§ **PROBLEM DESCRIPTION**
Where a line in the entries below contains the word "controls", it counts; give the total by itself.

§ **DATA TO EXAMINE**
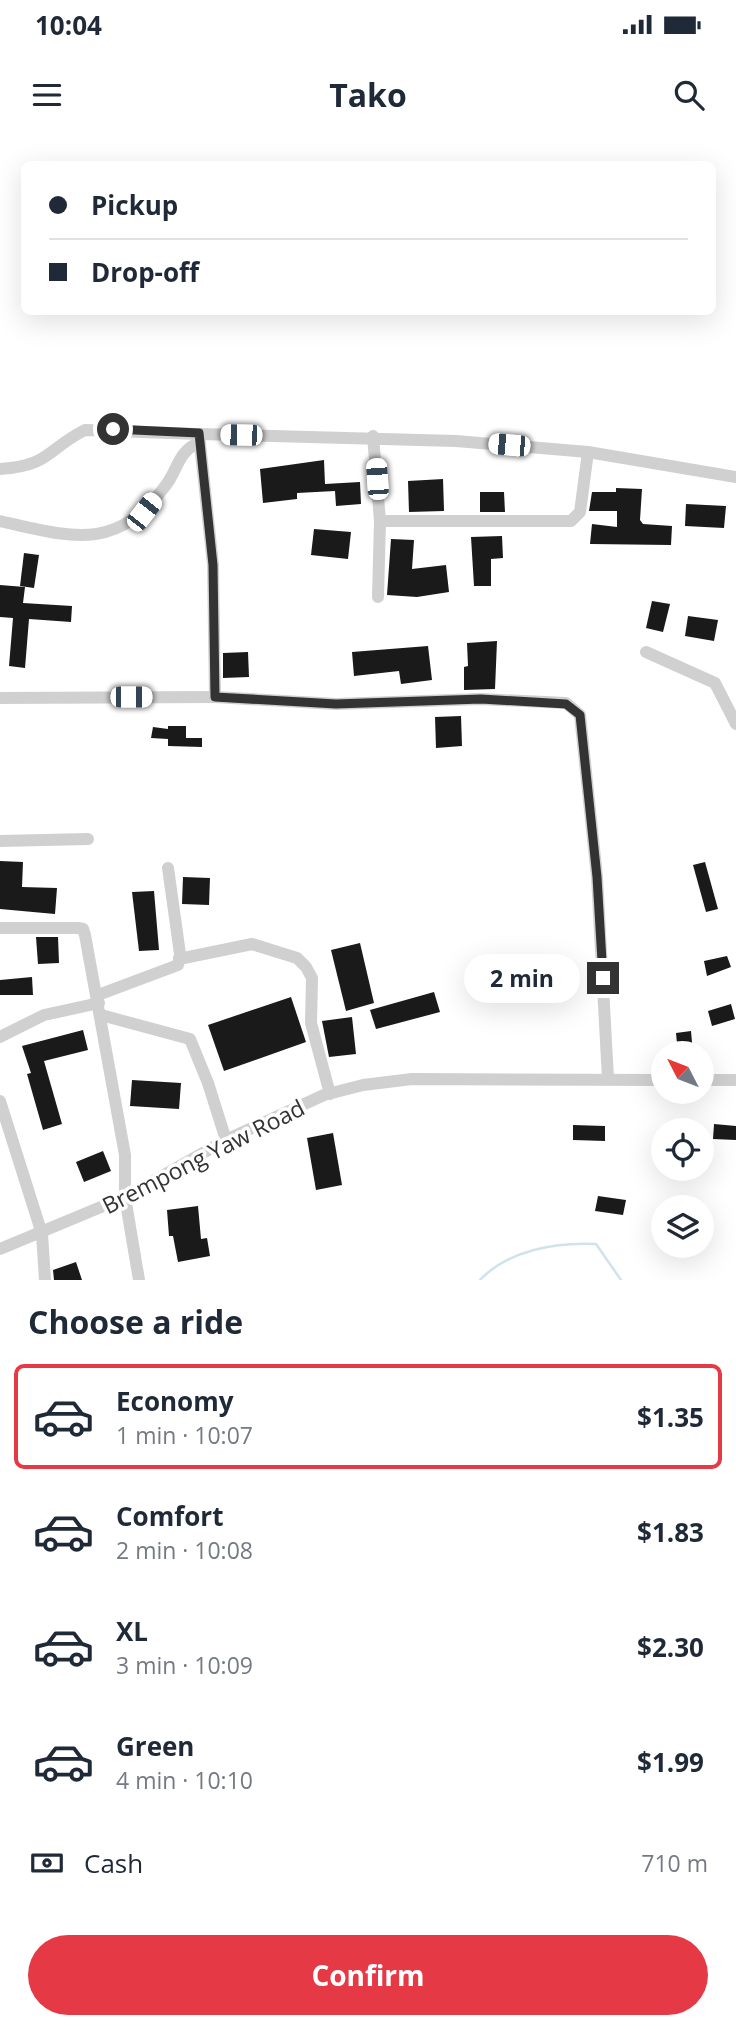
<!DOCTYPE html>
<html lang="en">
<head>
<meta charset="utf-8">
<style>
  body { margin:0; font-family:"Open Sans",sans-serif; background:#f2f2f3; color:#1f2937; height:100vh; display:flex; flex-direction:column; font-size:26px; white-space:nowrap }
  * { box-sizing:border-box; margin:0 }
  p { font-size:23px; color:#747a83 }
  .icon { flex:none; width:38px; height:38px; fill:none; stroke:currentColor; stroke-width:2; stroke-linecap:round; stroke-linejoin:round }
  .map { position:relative; height:1140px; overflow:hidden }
  .sheet { display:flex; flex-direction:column; background:#fff; flex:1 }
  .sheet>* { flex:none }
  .guide { position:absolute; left:21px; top:21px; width:695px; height:154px; border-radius:10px; box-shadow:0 7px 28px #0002; display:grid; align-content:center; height:154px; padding:0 28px; background:#fff }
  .needle { width:46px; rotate:312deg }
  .controls { position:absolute; left:651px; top:901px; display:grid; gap:14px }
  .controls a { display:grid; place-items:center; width:63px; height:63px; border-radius:50%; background:#fff; box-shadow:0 7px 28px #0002; font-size:35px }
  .end { position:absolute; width:32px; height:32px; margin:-16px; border:9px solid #333; background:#fff; box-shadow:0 0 0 4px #fff }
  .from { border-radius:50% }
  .bubble { position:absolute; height:49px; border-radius:24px; background:#fff; box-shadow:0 7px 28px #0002; font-size:23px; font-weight:700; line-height:49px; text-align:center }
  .car { position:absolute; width:21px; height:42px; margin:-21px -10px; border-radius:9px; box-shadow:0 0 5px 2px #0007; background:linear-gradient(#fff 24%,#345 0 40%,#fff 0 76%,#345 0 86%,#fff 0) }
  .guide b { display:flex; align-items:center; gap:24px; height:66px; font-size:26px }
  .guide b+b { border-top:2px solid #e0e1e3 }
  .guide i { width:18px; height:18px; background:#1f2937 }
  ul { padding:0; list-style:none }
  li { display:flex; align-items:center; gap:21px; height:105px; margin:0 14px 10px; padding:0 14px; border:4px solid transparent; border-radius:10px }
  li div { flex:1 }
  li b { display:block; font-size:26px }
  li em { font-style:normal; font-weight:700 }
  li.active { border-color:#e63946 }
  li>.icon { width:63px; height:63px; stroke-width:1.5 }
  h2 { padding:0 28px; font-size:32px; line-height:84px }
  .pay { display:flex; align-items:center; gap:18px; height:77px; padding:0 28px; font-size:26px }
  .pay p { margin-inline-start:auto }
  .primary-button { display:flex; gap:14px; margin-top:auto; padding:14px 28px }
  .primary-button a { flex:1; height:80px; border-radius:42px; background:#e63946; color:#fff; font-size:28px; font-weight:700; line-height:80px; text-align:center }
  .status { display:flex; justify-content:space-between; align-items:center; height:49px; padding:0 35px; background:#fff; direction:ltr }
  .status svg { height:19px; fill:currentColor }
  header { display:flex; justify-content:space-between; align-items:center; height:91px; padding:0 28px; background:#fff; font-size:32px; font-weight:700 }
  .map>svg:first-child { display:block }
</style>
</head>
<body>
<div class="status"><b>10:04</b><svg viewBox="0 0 49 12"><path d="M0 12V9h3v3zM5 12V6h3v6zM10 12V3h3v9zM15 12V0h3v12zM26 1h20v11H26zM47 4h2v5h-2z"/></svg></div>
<header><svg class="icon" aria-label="menu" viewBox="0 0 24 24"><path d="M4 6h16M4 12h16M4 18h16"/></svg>Tako<svg class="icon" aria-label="search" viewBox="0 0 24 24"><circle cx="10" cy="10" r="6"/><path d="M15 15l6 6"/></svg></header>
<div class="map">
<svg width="736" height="1140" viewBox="0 0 736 1140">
  <rect width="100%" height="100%" fill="#fff"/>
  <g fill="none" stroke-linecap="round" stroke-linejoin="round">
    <path stroke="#cfe2ee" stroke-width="2.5" d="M480 1140C508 1110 557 1102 596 1104L621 1140"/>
  </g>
  <g fill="#1a1a1a">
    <path d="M324 320 325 344 360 342 361 364 336 366 335 351 297 353V359L263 363 260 329Z"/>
    <path d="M443 339 444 371 409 372 408 341Z"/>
    <path d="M616 348 642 349 640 380 643 384 672 386 671 405 590 404 592 384 617 387V371H589L592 352H616Z"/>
    <path d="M480 352H504L505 372H480Z"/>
    <path d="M686 364 726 366 724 388 685 386Z"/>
    <path d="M314 389 351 392 348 419 311 415Z"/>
    <path d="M502 396 503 418 491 419V446H474L471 397Z"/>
    <path d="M391 399 414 400 412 429 446 425 449 452 417 457 387 455Z"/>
    <path d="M24 413 39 415 34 448 20 446Z"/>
    <path d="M0 445 25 447 23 463 72 466 71 482 29 479 25 528 9 526 13 478 0 477Z"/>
    <path d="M652 461 670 464 663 492 646 488Z"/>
    <path d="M688 476 718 480 714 501 685 496Z"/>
    <path d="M497 501 495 549 464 550V527L468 526 467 503Z"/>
    <path d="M428 506 432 540 401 544 399 531 354 536 352 512Z"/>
    <path d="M248 512 249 537 223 538V513Z"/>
    <path d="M461 576 462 606 436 608 435 577Z"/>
    <path d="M168 586H186V598H202V607L168 606V599L151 598 153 587 168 589Z"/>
    <path d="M0 721 23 722 22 747 57 748 55 774 0 769Z"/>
    <path d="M705 722 718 769 706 772 693 725Z"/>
    <path d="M183 737 210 738 209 765 182 764Z"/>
    <path d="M154 751 159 810 139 811 132 752Z"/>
    <path d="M36 797H58L59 823 38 824Z"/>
    <path d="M360 803 374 863 346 871 331 810Z"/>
    <path d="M727 816 731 827 707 836 704 821Z"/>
    <path d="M32 837 33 855H0V840Z"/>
    <path d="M434 852 440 872 376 889 370 870Z"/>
    <path d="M291 857 306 902 224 931 208 885Z"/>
    <path d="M731 864 735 879 712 886 708 871Z"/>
    <path d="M352 877 356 914 329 917 322 881Z"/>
    <path d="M83 890 88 910 44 921 62 984 43 990 27 934 31 933 22 906Z"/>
    <path d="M691 891 693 914H678L676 893Z"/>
    <path d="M132 940 181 943 179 969 130 966Z"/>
    <path d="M714 984 736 986V1000L713 999Z"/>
    <path d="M573 985 605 986V1001L573 1000Z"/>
    <path d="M333 993 342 1045 316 1050 307 998Z"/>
    <path d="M103 1011 111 1031 84 1042 76 1022Z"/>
    <path d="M598 1056 626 1060 623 1075 595 1071Z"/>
    <path d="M198 1066 201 1099 207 1098 210 1116 178 1122 173 1096H169L167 1070Z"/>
    <path d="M76 1122 82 1140H54L53 1130Z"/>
  </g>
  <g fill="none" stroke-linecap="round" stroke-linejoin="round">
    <g stroke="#d0d0d0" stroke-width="12">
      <path d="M373 296 380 381 378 457"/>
      <path d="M0 329C50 326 47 309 85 290L199 294"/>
      <path d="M0 381C72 397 116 413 166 345 178 329 178 312 198 303"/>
      <path d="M380 381H571L580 372 588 312"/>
      <path d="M646 512 715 543 736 584"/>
      <path d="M0 558 215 557"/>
      <path d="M0 701 88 699"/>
      <path d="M0 788H78L83 789 85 795 125 1015V1057L139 1140"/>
      <path d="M179 819 252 804 297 818 306 827 312 838 311 883 330 954"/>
      <path d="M98 855 178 825 180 814 168 728"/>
      <path d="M101 875 190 899 208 943 226 1000"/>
      <path d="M0 897 44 875 99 863"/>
      <path d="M608 939 597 737 580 575 566 563 480 559 336 564 215 557 213 425 199 294 456 301 588 312 736 337"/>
      <path d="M702 940H736"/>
      <path d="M0 961 42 1094 45 1140"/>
      <path d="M0 1109 125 1057 226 1000 324 955 363 945 412 939 663 940"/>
    </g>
  </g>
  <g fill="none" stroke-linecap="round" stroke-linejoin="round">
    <path stroke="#333" stroke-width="9" d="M113 289 199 293 213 425 215 557 336 564 481 559 566 564 580 575 597 737 603 838"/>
  </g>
  <g text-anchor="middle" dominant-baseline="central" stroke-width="7" stroke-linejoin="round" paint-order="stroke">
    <g font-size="23" fill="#333" stroke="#fff">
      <text transform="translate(203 1016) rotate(-27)">Brempong Yaw Road</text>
    </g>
  </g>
</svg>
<div class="controls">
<a><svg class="needle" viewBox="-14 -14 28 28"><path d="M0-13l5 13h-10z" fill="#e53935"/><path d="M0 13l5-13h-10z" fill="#747a83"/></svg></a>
<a><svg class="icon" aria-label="locate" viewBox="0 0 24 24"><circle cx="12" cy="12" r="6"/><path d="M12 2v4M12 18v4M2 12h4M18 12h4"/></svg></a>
<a><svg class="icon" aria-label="layers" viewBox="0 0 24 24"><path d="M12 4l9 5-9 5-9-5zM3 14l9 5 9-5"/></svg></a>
</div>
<i class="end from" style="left:113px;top:289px"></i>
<i class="end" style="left:603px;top:838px"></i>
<div class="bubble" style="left:464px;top:814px;width:116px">2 min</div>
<i class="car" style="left:241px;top:295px;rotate:271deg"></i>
<i class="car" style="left:509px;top:305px;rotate:275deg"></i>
<i class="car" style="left:377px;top:339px;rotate:356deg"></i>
<i class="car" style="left:144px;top:372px;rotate:38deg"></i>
<i class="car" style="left:131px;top:557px;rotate:90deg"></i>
<div class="guide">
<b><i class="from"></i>Pickup</b>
<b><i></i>Drop-off</b>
</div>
</div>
<section class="sheet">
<h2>Choose a ride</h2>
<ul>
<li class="active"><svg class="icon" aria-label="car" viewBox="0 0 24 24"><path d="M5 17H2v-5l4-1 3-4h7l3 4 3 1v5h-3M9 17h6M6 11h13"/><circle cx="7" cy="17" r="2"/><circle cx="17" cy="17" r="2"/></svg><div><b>Economy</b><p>1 min · 10:07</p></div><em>$1.35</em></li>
<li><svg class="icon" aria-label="car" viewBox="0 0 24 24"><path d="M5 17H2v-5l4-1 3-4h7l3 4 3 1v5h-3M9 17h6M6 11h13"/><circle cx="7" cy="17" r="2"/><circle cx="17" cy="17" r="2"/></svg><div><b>Comfort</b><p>2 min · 10:08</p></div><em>$1.83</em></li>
<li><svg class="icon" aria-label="car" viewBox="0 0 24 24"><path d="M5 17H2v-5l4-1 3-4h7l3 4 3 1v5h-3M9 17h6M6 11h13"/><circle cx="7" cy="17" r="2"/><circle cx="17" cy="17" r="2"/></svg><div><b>XL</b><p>3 min · 10:09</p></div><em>$2.30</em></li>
<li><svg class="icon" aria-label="car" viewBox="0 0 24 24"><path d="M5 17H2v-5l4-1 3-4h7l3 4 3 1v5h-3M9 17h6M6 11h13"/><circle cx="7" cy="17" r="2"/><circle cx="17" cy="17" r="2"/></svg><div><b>Green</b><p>4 min · 10:10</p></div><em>$1.99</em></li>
</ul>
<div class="pay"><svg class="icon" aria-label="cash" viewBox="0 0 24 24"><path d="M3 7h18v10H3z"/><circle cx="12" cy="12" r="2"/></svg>Cash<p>710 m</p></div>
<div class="primary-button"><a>Confirm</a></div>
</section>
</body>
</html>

§ **RESULT BELOW**
3